What I've realized through this process is that I've simultaneously really enjoyed seeing what people believe are challenging questions that we face today and simultaneously been disappointed with the questions. What I was hoping to see were questions that I wanted to discuss with people at the next conference or in the next big question. See things that people really were finding as a challenge. Instead, I feel like I'm seeing a lot of philosophical, big, narly questions that I have no chance (and no interest) in trying to answer. Or when I see a question that I don't know what to do with it.
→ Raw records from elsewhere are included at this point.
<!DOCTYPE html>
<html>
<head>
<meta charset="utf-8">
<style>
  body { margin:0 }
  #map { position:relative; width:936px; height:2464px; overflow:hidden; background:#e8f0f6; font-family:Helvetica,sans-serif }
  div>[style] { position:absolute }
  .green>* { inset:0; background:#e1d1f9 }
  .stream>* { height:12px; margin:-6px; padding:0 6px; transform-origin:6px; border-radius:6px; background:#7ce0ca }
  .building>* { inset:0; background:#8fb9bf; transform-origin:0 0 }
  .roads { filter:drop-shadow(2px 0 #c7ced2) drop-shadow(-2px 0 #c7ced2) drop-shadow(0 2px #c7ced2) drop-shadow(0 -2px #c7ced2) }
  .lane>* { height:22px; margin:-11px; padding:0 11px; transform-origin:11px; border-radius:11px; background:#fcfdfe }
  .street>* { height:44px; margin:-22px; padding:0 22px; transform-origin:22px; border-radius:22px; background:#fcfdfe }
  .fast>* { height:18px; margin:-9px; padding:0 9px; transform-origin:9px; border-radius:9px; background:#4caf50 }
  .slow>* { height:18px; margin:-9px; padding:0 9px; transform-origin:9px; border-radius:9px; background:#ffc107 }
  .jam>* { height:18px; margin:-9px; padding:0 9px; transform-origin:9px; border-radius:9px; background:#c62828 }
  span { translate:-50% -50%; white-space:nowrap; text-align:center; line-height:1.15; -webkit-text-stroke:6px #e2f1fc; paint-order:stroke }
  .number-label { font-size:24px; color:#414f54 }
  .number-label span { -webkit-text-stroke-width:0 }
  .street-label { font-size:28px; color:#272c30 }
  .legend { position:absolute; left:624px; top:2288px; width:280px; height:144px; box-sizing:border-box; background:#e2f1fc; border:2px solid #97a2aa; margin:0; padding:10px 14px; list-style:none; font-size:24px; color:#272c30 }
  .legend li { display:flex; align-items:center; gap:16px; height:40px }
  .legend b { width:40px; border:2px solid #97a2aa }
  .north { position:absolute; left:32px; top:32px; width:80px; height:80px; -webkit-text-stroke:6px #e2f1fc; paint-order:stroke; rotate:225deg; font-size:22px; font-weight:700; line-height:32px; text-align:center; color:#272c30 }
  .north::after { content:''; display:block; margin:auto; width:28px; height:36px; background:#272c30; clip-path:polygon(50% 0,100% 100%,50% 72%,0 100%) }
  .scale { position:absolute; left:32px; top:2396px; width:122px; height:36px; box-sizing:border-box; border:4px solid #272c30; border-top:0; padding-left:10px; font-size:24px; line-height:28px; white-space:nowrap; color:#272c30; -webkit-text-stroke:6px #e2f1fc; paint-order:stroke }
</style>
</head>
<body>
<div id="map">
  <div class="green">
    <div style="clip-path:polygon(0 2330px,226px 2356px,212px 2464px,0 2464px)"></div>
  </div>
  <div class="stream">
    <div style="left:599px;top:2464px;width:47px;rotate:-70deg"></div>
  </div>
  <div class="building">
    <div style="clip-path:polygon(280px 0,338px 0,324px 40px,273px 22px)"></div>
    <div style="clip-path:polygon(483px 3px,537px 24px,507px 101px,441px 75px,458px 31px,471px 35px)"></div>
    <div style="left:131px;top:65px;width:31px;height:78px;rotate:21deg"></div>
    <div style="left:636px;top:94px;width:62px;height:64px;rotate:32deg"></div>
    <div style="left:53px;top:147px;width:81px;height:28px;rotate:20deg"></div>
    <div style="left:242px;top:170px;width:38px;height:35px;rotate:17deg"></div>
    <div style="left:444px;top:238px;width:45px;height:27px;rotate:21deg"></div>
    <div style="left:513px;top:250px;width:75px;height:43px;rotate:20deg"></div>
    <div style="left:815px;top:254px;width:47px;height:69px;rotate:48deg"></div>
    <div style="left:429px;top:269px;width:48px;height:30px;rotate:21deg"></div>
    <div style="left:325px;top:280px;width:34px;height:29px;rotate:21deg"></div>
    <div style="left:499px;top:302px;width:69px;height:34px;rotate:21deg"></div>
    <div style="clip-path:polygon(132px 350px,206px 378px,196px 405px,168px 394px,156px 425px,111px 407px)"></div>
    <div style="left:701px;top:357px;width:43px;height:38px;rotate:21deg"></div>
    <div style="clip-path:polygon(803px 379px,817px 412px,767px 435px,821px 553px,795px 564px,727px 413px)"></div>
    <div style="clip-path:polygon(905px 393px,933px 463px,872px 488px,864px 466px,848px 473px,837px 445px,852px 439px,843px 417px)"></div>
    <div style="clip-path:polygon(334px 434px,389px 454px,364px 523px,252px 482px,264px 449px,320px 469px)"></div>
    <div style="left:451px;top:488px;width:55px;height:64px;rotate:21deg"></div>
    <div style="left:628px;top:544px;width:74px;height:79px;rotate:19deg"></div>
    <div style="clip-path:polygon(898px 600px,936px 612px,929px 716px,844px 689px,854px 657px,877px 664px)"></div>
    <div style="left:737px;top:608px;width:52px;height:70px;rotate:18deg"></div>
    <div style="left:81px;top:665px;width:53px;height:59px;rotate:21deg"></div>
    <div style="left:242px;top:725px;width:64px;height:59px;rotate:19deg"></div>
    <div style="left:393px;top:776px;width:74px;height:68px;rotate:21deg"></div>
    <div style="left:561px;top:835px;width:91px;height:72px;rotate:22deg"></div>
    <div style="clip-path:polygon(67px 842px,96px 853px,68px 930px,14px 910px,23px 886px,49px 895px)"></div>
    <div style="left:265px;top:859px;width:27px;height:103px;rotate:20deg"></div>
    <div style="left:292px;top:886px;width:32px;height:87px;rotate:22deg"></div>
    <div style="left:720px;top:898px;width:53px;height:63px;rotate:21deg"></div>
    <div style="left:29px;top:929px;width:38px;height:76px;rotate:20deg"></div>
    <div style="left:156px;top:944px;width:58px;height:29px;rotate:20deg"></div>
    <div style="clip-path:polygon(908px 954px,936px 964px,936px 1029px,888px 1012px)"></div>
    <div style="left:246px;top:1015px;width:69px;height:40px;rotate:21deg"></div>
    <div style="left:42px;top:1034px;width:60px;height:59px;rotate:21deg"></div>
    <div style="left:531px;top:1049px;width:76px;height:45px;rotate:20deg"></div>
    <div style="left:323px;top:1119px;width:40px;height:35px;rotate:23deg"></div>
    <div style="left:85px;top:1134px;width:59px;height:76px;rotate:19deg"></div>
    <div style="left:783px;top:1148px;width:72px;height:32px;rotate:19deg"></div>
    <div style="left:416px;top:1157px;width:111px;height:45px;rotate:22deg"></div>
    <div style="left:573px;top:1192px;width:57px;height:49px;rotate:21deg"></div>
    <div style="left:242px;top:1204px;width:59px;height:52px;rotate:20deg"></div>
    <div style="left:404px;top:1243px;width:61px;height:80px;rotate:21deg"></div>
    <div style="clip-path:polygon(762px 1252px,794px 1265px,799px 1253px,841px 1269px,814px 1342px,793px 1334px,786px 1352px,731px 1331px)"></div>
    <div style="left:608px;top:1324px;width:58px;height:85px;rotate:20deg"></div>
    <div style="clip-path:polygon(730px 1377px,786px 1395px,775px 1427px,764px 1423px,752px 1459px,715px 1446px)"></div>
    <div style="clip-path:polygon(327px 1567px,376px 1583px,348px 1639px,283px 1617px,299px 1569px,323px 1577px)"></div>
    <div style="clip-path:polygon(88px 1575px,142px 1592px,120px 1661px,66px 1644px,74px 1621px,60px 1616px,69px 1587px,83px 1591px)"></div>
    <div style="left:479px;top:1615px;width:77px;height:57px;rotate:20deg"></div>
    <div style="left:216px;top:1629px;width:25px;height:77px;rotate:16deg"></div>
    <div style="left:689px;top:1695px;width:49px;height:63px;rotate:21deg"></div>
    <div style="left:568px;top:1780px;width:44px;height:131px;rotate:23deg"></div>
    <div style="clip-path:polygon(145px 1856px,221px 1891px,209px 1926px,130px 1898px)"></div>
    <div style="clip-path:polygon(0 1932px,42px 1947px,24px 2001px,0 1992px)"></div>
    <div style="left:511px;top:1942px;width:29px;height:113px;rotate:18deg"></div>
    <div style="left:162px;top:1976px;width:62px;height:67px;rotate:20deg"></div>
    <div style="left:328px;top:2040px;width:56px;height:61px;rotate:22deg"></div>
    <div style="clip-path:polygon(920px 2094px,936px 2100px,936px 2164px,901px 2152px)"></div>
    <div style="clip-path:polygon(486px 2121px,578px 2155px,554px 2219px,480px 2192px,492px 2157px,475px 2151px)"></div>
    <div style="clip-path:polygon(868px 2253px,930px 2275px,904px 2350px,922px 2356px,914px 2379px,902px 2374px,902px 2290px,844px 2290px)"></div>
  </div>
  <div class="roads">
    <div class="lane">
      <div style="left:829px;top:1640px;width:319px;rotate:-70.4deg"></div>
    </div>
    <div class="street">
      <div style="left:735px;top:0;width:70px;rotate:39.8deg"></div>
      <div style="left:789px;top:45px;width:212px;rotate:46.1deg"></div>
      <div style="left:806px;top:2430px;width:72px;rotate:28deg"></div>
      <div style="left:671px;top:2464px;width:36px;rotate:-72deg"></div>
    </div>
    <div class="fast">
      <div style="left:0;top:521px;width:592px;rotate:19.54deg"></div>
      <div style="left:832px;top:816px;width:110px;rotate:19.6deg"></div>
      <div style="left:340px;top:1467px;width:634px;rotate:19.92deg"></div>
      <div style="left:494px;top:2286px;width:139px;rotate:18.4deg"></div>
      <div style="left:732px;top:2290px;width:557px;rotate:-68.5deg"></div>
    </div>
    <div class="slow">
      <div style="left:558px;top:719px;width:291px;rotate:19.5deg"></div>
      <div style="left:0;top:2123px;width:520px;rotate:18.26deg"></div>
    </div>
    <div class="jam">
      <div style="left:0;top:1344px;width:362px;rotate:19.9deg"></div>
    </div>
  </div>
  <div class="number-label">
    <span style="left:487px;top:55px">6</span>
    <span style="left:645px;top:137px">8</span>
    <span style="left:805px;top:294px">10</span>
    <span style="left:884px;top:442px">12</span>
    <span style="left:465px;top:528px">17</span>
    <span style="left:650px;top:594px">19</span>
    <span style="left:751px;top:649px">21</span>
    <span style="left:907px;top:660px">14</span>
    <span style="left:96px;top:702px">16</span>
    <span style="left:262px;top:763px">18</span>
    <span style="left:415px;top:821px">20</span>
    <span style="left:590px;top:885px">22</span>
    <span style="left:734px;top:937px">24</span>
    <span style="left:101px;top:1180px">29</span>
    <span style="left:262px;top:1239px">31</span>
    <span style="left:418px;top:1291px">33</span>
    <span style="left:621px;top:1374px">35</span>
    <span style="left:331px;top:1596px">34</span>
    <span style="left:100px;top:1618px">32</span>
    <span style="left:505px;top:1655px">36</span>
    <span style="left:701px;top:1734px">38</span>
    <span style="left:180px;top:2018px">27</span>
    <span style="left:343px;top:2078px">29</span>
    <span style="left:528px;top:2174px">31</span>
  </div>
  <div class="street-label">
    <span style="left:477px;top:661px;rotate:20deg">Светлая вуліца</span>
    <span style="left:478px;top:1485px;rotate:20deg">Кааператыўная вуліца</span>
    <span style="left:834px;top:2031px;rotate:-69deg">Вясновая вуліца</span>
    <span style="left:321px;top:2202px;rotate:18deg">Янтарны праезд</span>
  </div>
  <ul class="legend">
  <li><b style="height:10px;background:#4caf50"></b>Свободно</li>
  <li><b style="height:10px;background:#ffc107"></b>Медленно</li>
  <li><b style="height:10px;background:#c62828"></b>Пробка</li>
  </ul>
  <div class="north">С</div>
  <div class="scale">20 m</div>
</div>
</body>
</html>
Before I reached full depression, I went back and re-read the questions that were the genesis:
"How can I help my organization improve the quality and quantity of
conversations?" and “How can I create informal learning experiences for new
managers in my organization?"
Why do I like these questions?
- There are lots of possible answers.
- I feel I can learn from other people's answers.
- An interesting discussion is likely to emerge from the question.
- I think the answers may hold actionable suggestions.
I truly could imagine asking these as a discussion question in a session at a conference or as a future Big Question. I'd likely get lots of great ideas and discussion. And the discussion is not just theoretical mumbo-jumbo - the answers are things I can probably apply or can help me learn to do my work better.
What I'm wondering is whether people who are reading or participating in this month's question are finding a similar challenge? Are these questions helping you? If not, is there something better that I should have asked at the start?